On Feb 14, 2011, at 12:54 PM, Torinthiel wrote:
Dnia 2011-02-14 15:52 Mike Mitchell napisaĆ(a):
I'd keep two copies of the BIND config, one that has all the zones as
"master", and one that has all the zones as "slave". When the
master dies,
run a little script on a slave that freezes the zones, edits the SOA
to make
that server the MNAME and increment the serial, then thaws the zone.
Swap
out the config with the "master" config, and now you have a new
master.
Before the broken master comes back online, swap out its config
with the
"slave" config.
No need for rsync or mysql, BIND replication does all the work for
you.
Just be sure the updates go to the server listed in the MNAME field
of the
SOA.
Nice idea. I'd go even further - why keep two configs? Have a file
with your
list of zones, and two scripts that generate either master or slave
config.
I'm probably going to regret this, but I'm basically doing what you
suggest for some (~15-20) personal domains. Every now and then someone
asks me to run a mailing list for them, please "just host a website",
etc. I got tired of updating named.conf on a bunch of servers, cp ~/
configs/base_bind.db /etc/namedb/example.com, add stuff to apache, go
poke postfix on N mailhosts, kick mailman, etc so I finally invested
the time and effort into setting up puppet -- it was *well* worth it...

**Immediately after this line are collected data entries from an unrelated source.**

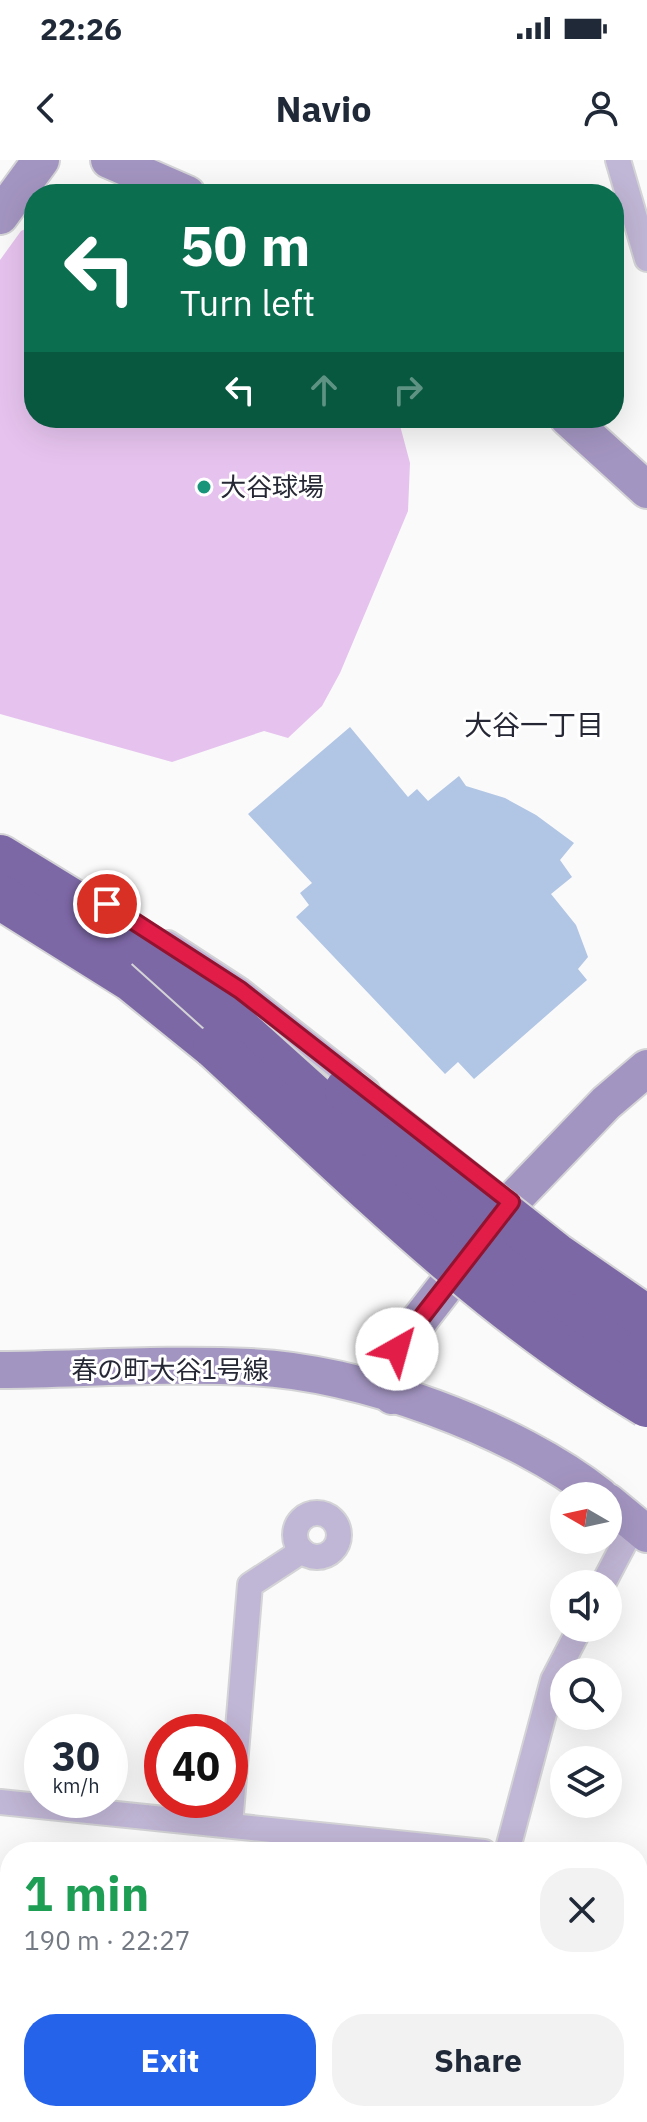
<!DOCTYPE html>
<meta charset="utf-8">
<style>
:root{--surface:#fff;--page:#f2f2f3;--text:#1f2937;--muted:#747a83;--accent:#2563eb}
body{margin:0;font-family:"IBM Plex Sans","Noto Sans JP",sans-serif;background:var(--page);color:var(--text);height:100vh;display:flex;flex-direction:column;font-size:30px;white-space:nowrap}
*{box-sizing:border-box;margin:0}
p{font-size:26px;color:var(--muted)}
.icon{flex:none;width:44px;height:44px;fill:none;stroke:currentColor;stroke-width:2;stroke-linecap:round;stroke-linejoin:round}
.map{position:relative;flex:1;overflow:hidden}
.drawer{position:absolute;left:0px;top:1682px;width:648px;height:280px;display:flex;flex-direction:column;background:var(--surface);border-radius:32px 32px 0 0;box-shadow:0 8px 32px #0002}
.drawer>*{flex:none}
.banner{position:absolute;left:24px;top:24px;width:600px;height:244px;border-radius:32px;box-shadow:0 8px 32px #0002;background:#0b6e4f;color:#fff;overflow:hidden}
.needle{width:52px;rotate:279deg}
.controls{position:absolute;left:550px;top:1322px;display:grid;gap:16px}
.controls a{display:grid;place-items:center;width:72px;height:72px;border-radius:50%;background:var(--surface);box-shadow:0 8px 32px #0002;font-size:40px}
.speed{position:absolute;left:24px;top:1554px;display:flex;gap:16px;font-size:40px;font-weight:700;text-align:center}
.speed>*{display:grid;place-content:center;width:104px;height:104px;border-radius:50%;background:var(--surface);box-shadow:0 8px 32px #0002;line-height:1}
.speed small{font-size:20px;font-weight:400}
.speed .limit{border:12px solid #d22;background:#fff;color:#111}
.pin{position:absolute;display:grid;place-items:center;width:68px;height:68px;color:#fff;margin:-34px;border:4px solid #fff;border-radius:50%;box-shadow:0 2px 8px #0007}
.me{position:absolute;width:88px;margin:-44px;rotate:38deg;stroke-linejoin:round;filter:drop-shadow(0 0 6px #0008)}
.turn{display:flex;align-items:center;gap:28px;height:168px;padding:0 24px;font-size:36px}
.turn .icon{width:104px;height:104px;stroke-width:2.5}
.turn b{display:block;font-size:56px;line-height:68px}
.lanes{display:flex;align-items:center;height:76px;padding:0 24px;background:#0003;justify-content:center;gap:40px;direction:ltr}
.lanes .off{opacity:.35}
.round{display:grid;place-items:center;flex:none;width:84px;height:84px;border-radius:32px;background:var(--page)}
.overview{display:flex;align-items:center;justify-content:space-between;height:136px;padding:0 24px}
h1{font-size:48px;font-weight:700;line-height:60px;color:#1e9e55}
.primary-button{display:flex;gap:16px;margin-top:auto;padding:16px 24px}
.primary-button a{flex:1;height:92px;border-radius:32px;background:var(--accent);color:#fff;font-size:32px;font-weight:700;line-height:92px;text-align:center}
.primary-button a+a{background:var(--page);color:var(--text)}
.status{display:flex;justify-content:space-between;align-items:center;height:56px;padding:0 40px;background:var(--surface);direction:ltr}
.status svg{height:22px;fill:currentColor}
header{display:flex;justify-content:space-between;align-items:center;height:104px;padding:0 24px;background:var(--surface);font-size:36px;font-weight:700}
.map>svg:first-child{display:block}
.green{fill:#e6c3ee}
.building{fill:#b1c5e4}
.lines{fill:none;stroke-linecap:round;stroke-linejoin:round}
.street-casing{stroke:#d4d4d7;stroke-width:28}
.secondary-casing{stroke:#d4d4d7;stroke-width:40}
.highway-casing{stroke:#d4d4d7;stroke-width:48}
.street{stroke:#c0b6d5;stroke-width:24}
.secondary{stroke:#a395c1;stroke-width:36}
.highway{stroke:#7d68a6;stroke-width:44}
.highway-bridge-casing{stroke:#d4d4d7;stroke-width:48;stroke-linecap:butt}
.highway-bridge{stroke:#7d68a6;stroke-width:44}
.route-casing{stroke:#92132f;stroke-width:20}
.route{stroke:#e11d48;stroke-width:14}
.poi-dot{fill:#18947b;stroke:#fff;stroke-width:3}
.labels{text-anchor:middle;stroke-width:6;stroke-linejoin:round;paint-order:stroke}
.poi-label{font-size:26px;fill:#262835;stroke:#fff;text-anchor:start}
.street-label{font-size:26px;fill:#262835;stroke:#fff}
.neighbourhood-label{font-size:28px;fill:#262835;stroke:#fff}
</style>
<div class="status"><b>22:26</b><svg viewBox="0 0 49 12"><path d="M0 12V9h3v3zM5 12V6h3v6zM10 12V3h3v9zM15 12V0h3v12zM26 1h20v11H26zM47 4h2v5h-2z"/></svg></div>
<header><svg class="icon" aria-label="back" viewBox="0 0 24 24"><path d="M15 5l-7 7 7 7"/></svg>Navio<svg class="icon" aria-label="person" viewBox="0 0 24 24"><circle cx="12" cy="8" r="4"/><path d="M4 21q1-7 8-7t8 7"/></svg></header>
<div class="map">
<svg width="647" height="1962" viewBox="0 0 647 1962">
<rect width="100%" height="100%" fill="#fafafa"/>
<polygon class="green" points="34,65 34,258 398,258 410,303 408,351 340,513 322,546 288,578 264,571 172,602 0,554 0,100 21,71"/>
<polygon class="building" points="350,567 408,637 417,629 428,641 459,616 466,626 505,638 536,655 574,683 560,700 572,717 551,734 576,765 588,797 578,809 587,820 474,919 458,902 445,914 296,757 309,745 300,733 312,723 248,654"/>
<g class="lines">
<defs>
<g id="street">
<polyline points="618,0 647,99"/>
<polyline points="168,783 240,830 367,930"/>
<circle cx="317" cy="1375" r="22"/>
<polyline points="603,1424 635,1363"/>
<polyline points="0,1642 484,1692"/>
<polyline points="230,1665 250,1425 302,1391"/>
<polyline points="507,1692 553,1520 580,1468"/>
<polyline points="638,1760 647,1765"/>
<polyline points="0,1813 10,1814"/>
<polyline points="0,1923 10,1921"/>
<polyline points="342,1962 343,1952"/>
<polyline points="466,1962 467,1952"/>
</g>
<g id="secondary">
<polyline points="109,0 187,34"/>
<polyline points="0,56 41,0"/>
<polyline points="568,258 647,330"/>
<path d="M0,1210c83,-1 167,-7 250,-3 108,4 266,62 350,129"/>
<polyline points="392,1236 397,1189 511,1042 606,943 647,908"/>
<polyline points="608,1342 647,1374"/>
</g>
<g id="highway">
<polyline points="0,697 147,787"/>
<polyline points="0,737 131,819 215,887"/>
</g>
</defs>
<use href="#street" class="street-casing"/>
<use href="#secondary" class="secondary-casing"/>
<use href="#highway" class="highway-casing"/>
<use href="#street" class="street"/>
<use href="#secondary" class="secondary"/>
<use href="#highway" class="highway"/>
<defs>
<g id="highway-bridge">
<polyline points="147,787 510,1113 647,1204"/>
<path d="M215,887c138,127 270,262 432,358"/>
<polyline points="347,930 556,1095 647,1158"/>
</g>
</defs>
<use href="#highway-bridge" class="highway-bridge-casing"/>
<use href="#highway-bridge" class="highway-bridge"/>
</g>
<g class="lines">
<defs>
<polyline id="route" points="107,744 240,830 511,1042 397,1189"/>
</defs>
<use href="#route" class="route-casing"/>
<use href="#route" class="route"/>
</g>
<circle class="poi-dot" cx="204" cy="327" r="8"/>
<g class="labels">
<g class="poi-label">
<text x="220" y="336">大谷球場</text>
</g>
<g class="street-label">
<text x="170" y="1219">春の町大谷1号線</text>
</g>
<g class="neighbourhood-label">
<text x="534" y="575">大谷一丁目</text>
</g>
</g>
</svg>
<div class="controls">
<a><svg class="needle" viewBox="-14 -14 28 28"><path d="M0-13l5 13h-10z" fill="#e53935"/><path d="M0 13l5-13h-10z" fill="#747a83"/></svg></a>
<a><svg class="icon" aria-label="sound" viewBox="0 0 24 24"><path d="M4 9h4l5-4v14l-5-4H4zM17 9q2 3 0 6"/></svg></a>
<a><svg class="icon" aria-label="search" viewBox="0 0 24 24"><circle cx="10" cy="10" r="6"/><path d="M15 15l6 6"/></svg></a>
<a><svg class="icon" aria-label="layers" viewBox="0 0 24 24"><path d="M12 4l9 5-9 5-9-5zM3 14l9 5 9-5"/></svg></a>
</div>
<div class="speed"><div>30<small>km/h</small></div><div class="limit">40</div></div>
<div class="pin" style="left:107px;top:744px;background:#d93025"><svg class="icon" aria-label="arrive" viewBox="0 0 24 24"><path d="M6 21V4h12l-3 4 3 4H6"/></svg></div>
<svg class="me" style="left:397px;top:1189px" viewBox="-20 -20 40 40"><circle r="19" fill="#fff"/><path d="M0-13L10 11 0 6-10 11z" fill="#e11d48"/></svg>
<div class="banner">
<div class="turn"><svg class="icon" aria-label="left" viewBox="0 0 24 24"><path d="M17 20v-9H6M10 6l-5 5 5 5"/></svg><div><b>50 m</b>Turn left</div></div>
<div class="lanes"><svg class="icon" aria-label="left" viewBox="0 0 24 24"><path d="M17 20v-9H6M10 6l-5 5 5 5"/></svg><svg class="icon off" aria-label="ahead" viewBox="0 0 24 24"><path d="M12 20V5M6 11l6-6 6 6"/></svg><svg class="icon off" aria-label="right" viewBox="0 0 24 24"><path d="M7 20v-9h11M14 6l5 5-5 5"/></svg></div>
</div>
<section class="drawer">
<div class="overview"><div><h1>1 min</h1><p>190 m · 22:27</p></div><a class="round"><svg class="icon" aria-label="close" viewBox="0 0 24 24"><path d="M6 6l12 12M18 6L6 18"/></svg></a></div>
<div class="primary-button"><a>Exit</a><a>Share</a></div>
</section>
</div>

Now I have a Python dictionary that looks like:
{
"ac4wk.com": {"bind": "local", "postfix_virtual": True,
"base_web": True, "redirect": False },
"af7.org": {"bind": "local", "postfix_virtual": True,
"base_web": True, "redirect": False },
.....
}
and a little script that creates a set of Puppet arrays. Puppet then
reads these and does magic.
"bind":"local" specifies to use a template that lists my machines as
MX and www and similar
postfix_virtual add the domain to the virtual lines in postfix to the
mailservers know to accept mail for it
base_web creates directories, add the site to the apache config and
copies some base html files.
redirect: Can be set to a different domains and will then setup a
domain to serve a 302 redirect to some other domain..
My master has
# And setup bind.
$bind_type = "master"
include bind
and slaves have:
# And setup bind.
$bind_type = "slave"
$bindmaster = "198.186.192.250"
include bind
bind::db_files {["22.194.204.in-addr.arpa", "58.177.216.in-
addr.arpa"]:}
in the node manifest.
named.conf is automatically generated from a template, containing some
base config and:
// Section managed by Puppet.
<% if bind_type == "master" then %>
<% zones.each do |zone| -%>
// <%= zone %> -- Zone stanza generated by puppet.
zone "<%= zone %>" {
type master;
file "/etc/namedb/<%= zone %>";
auto-dnssec maintain;
update-policy {
grant local-ddns subdomain * ANY;
grant tsig_1.kumari.net. zonesub ANY;
};
allow-transfer { xfer; };
};
<% end -%>
<% else %>
<% zones.each do |zone| -%>
// <%= zone %> -- Zone stanza generated by puppet.
zone "<%= zone %>" {
type slave;
file "/etc/namedb/slave/<%= zone %>";
allow-transfer { xfer; };
masters { <%= bindmaster %>; };
};
<% end -%>
<% end %>
This means that adding a new domain now just involves adding a line to
the python dictionary and running a script to convert the python to
the puppet arrays -- takes all of 20 seconds.
Making a slave become a master (which I've done a few times as a test)
involves simply changing the line in the manifest.
I realize that this is getting off topic, but puppet has made my life
way easier (this part was a insignificant part of it) and I wanted to
share :-P
W
Now you are keeping one common config on both severs, which changes
only
when you add/remove a zone, and two scripts which are almost
identical,
except for one line (master address). This should be easier to
maintain.
Now, just in case, you could put on startup scripts the one that
generates
slave config, so if it reboots you don't have two master servers.
And you could cook up a more complicated script, that tries to ping
the
other server and runs master config generation, freeze, soa change,
thaw,
reload and send you an email - and you have fully automated HA.